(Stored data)
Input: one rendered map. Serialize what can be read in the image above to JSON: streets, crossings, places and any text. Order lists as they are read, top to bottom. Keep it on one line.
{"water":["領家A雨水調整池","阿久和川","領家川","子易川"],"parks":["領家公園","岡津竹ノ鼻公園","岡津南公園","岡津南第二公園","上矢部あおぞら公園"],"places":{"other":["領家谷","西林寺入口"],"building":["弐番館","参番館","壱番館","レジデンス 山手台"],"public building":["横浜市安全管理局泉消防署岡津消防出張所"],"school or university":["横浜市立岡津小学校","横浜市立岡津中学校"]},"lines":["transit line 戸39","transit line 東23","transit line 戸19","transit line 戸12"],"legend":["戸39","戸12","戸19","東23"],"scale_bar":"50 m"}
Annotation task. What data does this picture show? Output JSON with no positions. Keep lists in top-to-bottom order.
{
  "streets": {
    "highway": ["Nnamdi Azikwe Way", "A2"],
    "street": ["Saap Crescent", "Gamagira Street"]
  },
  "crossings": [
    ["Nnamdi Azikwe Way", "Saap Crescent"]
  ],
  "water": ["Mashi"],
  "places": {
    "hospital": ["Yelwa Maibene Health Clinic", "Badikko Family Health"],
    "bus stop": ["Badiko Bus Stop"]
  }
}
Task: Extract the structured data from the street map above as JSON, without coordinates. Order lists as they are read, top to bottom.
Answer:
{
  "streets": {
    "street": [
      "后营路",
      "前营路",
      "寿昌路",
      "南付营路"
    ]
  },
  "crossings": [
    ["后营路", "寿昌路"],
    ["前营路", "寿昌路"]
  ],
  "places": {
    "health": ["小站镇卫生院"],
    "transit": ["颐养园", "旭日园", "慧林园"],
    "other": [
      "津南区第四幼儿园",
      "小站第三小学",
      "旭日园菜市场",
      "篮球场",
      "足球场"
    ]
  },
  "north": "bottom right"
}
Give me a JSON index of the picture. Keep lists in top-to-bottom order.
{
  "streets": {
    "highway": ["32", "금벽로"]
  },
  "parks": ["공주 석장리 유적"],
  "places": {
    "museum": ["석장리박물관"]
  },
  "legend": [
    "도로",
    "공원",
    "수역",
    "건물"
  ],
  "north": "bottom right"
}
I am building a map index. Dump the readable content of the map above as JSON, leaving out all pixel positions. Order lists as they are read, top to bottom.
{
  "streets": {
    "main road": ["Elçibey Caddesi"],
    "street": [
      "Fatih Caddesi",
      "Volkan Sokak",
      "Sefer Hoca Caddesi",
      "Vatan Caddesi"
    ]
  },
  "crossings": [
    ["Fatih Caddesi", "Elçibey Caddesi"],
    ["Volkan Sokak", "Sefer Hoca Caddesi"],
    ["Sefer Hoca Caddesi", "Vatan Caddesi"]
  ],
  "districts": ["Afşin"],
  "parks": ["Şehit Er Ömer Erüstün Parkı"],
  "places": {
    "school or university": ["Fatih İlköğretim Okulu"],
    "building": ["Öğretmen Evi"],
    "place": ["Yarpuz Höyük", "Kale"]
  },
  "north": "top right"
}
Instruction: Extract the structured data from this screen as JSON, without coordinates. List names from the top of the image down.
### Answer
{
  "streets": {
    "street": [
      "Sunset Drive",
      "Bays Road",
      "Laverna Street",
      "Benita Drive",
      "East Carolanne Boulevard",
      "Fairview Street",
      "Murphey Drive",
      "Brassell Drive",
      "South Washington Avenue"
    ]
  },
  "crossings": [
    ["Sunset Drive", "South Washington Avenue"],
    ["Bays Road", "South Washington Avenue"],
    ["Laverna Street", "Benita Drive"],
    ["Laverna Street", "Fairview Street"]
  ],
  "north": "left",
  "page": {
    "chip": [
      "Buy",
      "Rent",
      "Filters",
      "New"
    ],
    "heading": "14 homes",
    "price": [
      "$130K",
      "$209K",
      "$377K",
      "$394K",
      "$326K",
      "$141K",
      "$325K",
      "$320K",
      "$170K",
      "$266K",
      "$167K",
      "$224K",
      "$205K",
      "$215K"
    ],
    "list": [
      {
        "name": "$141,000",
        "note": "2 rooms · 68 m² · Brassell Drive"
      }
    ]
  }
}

▶ [YOUR GOAL] Track down all lines above with the string "from" and copy them.

▶ [RESULT OF THE TASK]
Task: Extract the structured data from the street map above as JSON, without coordinates. Order lists as they are read, top to bottom.
Instruction: Extract the structured data from this screen as JSON, without coordinates. List names from the top of the image down.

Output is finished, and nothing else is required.